To, czego mi zabrakło w tym modelu (bo brak regulacji pionowej ramion nie jest żadną wadą) to pokrowiec przeciwdeszczowy – uważam, że w plecaku za ponad 400 złotych powinno to być standardem. Nawet jeśli materiały wykonane do jego produkcji potrafią wytrzymać solidny opad, to jednak pamiętajmy, że warunki w górach potrafią zmienić się diametralnie w bardzo krótkim czasie, pokrowiec chowany do kieszonki na pewno by nie zaszkodził.

Na koniec zostawiłem z kolei największy atut tego modelu. Wspominałem, że AllTrail 25 jest ładowany od tyłu ale… na jednym z boków znajduje się zamek błyskawiczny pomiędzy bokiem a systemem nośnym długi na ok. 4/5 plecaka i w kształcie niedokończonej, szerokiej litery U. Rozpinając go uzyskujemy błyskawiczny dostęp do praktycznie całego bagażu mieszczącego się w komorze głównej. Powiem Wams szczerze, że jest to ogromne ułatwienie gdy czegoś szukamy – nawet w tak małym plecaku. Tym rozwiązaniem właśnie AllTrail 25 od Thule kupił nasze serca.

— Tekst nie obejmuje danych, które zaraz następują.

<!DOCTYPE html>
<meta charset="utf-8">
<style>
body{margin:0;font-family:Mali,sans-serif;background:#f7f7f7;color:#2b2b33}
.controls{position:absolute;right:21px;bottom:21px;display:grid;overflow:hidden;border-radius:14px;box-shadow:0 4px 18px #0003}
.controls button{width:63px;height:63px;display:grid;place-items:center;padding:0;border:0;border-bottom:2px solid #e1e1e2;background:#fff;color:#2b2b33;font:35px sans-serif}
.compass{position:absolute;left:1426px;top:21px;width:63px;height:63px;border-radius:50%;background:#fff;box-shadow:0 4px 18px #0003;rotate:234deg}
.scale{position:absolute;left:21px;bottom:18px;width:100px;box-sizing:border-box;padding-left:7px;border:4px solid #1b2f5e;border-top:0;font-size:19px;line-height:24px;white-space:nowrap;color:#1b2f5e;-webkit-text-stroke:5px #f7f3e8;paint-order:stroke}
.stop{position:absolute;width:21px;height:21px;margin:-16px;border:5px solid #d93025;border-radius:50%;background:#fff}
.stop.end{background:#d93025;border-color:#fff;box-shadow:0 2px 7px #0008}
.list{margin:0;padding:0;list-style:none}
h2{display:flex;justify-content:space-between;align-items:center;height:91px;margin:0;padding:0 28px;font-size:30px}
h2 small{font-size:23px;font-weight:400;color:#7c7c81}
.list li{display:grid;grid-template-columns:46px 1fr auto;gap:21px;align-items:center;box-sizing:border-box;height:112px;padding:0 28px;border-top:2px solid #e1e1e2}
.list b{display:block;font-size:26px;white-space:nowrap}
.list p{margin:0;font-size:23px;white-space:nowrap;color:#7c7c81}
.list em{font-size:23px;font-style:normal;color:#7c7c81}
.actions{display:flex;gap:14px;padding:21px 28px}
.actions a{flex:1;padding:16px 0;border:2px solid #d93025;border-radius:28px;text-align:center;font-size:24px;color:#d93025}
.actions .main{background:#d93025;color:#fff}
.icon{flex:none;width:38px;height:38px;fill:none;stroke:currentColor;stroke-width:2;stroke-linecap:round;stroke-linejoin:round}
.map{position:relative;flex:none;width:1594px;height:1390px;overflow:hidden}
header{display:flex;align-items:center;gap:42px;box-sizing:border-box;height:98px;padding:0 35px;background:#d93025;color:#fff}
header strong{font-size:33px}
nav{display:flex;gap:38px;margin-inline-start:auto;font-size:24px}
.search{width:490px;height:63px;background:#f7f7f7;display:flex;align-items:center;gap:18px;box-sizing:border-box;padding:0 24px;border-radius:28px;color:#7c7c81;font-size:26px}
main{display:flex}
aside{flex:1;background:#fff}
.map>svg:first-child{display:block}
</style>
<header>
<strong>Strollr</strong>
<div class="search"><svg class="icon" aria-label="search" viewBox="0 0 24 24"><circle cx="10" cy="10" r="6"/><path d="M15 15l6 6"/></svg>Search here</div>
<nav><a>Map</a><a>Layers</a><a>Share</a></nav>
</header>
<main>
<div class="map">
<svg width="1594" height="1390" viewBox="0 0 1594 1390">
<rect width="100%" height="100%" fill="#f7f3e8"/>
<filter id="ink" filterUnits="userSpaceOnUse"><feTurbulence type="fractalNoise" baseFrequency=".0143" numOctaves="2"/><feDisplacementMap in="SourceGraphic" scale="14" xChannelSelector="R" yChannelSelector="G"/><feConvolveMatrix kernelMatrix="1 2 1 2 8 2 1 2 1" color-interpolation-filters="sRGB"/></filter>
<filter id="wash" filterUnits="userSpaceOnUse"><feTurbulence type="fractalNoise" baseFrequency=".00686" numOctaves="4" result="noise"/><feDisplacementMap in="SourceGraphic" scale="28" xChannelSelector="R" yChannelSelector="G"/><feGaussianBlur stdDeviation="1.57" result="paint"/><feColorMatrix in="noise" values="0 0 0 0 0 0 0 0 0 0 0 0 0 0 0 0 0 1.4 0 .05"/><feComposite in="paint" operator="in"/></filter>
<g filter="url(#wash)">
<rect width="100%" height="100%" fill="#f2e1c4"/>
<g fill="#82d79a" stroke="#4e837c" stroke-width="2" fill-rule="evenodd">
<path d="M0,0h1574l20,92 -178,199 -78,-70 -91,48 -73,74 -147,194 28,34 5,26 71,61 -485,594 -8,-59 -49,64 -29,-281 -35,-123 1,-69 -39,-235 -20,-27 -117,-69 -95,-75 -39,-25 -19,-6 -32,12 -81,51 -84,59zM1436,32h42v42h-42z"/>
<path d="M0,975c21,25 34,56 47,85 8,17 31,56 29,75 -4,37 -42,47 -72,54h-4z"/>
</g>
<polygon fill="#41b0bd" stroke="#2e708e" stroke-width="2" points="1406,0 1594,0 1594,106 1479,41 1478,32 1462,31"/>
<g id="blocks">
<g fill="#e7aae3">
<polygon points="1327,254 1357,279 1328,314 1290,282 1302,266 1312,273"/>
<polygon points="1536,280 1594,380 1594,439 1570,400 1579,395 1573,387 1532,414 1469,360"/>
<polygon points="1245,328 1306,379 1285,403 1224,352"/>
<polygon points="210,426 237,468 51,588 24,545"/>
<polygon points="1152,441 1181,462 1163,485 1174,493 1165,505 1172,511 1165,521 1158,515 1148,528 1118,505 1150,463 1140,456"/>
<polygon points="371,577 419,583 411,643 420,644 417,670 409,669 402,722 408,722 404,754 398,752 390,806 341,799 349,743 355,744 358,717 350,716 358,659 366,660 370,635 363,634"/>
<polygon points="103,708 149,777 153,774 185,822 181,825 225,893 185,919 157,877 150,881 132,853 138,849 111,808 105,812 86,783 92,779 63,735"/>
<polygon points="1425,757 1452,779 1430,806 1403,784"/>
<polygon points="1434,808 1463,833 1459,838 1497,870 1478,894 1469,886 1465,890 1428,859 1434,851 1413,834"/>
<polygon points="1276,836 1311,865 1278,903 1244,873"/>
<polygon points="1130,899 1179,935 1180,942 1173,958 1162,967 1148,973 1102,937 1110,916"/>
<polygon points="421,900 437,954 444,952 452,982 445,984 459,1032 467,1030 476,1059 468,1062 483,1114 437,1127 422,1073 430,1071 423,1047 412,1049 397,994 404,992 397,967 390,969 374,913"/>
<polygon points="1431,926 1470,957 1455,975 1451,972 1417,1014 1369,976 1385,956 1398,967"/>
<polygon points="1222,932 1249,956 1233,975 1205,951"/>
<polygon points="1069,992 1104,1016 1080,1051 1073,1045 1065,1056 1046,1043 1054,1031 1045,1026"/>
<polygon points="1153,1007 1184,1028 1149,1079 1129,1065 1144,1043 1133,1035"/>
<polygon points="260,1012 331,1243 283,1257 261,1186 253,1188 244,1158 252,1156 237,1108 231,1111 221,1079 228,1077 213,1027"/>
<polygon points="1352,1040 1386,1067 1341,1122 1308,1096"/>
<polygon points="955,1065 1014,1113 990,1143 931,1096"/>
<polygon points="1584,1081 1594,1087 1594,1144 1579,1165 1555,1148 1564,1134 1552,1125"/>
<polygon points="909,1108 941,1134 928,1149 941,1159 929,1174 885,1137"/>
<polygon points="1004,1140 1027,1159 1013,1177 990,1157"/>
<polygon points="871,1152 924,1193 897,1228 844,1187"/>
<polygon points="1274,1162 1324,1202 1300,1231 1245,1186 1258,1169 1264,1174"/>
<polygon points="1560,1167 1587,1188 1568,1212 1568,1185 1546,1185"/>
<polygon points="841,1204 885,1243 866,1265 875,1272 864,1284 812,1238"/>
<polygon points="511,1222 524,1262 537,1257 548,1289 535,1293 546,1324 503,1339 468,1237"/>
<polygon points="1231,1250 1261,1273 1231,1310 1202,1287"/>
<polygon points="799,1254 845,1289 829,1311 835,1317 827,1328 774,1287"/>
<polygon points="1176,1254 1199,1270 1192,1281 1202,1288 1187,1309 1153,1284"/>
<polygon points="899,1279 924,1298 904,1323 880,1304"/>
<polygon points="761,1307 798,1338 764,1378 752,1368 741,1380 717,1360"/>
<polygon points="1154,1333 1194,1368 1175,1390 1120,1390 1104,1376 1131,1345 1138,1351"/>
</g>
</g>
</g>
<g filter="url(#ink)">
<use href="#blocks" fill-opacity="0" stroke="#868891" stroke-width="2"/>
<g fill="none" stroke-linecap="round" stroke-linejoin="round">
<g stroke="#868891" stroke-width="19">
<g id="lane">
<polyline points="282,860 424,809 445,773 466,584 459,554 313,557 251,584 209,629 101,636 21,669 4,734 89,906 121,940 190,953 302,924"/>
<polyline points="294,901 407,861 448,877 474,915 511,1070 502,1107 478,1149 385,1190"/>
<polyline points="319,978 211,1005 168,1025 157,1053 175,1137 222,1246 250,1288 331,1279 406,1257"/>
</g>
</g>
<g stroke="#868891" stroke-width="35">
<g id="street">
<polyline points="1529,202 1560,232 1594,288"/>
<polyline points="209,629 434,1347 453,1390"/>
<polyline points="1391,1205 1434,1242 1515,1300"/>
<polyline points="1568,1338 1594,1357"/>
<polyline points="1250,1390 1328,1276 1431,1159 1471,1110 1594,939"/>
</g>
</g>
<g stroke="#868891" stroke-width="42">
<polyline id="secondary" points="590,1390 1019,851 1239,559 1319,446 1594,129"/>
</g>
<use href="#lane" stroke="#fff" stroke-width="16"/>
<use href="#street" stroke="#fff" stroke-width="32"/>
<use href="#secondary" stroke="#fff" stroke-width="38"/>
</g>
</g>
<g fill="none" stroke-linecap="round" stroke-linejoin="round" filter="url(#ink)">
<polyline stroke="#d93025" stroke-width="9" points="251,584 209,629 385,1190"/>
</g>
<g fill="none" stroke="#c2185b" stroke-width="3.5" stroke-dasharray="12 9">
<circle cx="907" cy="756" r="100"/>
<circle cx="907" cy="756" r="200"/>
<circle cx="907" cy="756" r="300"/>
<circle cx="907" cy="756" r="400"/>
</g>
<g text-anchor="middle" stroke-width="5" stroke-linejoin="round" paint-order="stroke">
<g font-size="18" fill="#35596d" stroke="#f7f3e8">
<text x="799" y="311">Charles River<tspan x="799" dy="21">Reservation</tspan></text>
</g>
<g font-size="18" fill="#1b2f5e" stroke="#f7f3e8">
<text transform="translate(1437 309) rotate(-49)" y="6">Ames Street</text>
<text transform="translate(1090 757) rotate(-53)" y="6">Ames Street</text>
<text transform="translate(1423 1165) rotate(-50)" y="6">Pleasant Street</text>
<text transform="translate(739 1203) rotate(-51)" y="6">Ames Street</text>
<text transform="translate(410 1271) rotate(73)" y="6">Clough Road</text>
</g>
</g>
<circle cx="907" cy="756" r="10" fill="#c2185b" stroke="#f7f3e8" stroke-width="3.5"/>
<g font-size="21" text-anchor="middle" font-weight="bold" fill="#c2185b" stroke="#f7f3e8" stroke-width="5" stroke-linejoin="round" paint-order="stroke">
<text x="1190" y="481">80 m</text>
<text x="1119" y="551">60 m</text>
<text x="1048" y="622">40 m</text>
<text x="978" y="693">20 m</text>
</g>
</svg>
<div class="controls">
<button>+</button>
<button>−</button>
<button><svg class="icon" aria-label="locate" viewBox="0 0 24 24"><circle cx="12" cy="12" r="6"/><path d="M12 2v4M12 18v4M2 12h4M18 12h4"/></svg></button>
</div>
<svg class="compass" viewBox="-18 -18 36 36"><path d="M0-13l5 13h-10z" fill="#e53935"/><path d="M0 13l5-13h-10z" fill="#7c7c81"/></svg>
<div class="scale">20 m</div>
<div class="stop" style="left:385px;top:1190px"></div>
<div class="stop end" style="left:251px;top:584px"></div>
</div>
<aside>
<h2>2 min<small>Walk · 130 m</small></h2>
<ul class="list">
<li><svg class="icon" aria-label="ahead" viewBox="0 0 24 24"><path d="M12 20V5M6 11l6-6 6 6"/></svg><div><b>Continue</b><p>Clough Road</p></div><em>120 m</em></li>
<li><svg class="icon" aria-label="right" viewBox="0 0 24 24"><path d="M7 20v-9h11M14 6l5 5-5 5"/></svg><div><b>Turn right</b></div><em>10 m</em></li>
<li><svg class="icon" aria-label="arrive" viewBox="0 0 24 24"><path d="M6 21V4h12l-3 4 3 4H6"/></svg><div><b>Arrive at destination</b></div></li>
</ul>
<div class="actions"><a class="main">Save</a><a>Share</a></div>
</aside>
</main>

Ten model jak już wspominałem był z nami na trekkingu w Parku Narodowym Učka, zwiedził sporą część Słowenii, wybrzeże Chorwacji (zatoka kwarneńska) a także Alpy Julijskie i okolice Klagenfurtu. Później zabieraliśmy go również na kilka innych – nieco bliższych wyjazdów. Towarzyszył nam podczas moich urodzin na które wyjechaliśmy na Małą Fatrę na Słowację, był również kilkukrotnie w beskidzie śląskim, żywieckim i małym. Pewnie sporo czeka go jeszcze w tym roku…

Moja żona (a momentami również ja) z tego modelu jesteśmy mega zadowoleni. Zresztą, mimo wszystko nie był to wybór do końca w ciemno bo mamy kilka produktów marki Thule (w tym jeden niewielki plecak) i ze wszystkich jesteśmy zadowoleni. Thule AllTrail 25 jest nieco minimalistyczny – nie ma w nim wodotrysków, ale może lepszym określeniem jest stwierdzenie, że jest pragmatyczny – ma dokładnie to, co powinien mieć i nie ma tego, co jest zbędne. Prócz tego kilka niezwykle upraszczających rozwiązań takich jak otwieranie boczne komory czy elastyczne kieszonki sprawiają, że ten model to był po prostu strzał w dziesiątkę.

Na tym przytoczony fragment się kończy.